┌────────

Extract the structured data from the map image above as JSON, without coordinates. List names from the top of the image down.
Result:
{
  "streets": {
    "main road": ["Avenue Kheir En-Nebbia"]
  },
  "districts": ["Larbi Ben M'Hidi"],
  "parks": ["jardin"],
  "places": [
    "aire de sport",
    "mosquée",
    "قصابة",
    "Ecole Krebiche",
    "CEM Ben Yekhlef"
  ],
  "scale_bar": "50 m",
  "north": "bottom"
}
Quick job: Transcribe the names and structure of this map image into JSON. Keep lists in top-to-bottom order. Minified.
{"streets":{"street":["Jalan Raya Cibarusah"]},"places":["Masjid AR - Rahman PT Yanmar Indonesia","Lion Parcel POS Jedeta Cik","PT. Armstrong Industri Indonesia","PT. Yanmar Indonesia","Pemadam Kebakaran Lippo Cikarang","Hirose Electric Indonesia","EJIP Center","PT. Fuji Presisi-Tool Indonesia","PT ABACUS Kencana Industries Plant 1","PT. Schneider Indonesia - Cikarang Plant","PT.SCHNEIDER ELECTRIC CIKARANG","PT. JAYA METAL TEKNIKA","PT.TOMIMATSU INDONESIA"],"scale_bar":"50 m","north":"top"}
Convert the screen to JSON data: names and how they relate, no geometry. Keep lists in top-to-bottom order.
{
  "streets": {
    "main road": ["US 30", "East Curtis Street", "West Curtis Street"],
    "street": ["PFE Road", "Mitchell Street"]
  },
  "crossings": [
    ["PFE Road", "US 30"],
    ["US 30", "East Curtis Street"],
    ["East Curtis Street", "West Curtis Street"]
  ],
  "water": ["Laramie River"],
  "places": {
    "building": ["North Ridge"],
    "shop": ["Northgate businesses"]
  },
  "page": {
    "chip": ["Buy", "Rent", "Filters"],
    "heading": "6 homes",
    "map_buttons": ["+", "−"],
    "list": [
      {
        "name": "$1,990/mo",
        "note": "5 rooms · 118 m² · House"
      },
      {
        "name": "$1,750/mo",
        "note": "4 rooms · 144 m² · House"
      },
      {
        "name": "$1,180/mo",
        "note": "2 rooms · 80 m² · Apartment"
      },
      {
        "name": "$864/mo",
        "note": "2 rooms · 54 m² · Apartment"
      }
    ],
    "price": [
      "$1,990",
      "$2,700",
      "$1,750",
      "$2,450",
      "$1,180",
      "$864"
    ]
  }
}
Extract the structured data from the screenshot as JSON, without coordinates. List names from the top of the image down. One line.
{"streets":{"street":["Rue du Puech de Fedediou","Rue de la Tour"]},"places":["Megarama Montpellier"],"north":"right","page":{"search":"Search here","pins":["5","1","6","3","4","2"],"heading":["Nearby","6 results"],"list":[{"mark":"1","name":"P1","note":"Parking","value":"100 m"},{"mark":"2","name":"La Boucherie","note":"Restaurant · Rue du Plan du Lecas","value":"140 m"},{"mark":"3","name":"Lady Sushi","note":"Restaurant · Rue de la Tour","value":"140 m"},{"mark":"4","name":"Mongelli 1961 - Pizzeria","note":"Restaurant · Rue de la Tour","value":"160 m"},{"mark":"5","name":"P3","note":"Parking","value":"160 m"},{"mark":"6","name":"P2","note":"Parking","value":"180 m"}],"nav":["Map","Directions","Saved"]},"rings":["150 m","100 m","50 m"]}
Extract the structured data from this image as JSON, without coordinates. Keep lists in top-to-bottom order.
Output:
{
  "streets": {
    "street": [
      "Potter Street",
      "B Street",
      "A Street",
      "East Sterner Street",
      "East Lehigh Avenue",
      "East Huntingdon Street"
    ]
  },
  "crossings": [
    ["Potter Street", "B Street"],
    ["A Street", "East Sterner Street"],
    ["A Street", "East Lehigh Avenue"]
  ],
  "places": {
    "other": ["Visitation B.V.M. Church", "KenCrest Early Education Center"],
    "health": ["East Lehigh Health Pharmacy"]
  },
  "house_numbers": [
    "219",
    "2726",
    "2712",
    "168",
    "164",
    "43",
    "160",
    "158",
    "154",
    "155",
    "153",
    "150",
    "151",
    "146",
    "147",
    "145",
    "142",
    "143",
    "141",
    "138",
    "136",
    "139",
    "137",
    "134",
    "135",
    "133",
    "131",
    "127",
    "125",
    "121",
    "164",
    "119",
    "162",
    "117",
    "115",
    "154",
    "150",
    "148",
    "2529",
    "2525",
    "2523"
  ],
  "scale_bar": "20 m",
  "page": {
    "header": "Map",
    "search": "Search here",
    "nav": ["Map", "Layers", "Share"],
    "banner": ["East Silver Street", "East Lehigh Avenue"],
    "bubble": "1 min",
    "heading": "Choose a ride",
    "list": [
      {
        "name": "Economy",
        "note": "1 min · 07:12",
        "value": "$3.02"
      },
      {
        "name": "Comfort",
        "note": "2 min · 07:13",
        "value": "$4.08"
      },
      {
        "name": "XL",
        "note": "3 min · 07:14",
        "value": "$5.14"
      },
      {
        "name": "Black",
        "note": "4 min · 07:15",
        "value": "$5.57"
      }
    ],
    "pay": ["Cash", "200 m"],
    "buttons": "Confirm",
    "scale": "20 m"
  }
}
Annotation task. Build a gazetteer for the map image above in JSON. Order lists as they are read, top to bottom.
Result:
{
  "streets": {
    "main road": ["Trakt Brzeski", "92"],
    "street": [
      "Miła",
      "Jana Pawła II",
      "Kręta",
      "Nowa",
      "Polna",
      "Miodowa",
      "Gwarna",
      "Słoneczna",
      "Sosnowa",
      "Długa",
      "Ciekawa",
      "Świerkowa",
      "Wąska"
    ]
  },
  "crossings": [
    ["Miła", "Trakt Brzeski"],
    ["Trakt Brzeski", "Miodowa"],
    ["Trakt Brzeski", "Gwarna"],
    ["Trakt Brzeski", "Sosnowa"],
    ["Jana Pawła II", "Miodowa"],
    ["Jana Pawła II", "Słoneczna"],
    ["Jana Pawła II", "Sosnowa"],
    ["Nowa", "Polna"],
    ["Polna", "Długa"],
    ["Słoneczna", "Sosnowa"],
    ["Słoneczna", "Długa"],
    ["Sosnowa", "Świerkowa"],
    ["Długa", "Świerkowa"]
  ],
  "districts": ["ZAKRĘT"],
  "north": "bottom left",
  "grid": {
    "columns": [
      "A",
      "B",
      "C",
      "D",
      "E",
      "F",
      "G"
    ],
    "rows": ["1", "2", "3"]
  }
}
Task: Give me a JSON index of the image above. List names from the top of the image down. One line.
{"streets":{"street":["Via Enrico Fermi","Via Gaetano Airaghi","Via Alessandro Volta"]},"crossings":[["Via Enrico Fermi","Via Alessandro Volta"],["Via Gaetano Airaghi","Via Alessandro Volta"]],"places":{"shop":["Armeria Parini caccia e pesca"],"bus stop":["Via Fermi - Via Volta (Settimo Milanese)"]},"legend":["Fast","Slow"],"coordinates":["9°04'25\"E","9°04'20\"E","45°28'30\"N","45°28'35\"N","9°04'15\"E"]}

└────────

AIM OF THE EXERCISE
Starting with the line that holds "Task: Give me", copy every line through the end of the data above. Reproduce them exactly, with no other material.

RESULT
Task: Give me a JSON index of the image above. List names from the top of the image down. One line.
{"streets":{"street":["Via Enrico Fermi","Via Gaetano Airaghi","Via Alessandro Volta"]},"crossings":[["Via Enrico Fermi","Via Alessandro Volta"],["Via Gaetano Airaghi","Via Alessandro Volta"]],"places":{"shop":["Armeria Parini caccia e pesca"],"bus stop":["Via Fermi - Via Volta (Settimo Milanese)"]},"legend":["Fast","Slow"],"coordinates":["9°04'25\"E","9°04'20\"E","45°28'30\"N","45°28'35\"N","9°04'15\"E"]}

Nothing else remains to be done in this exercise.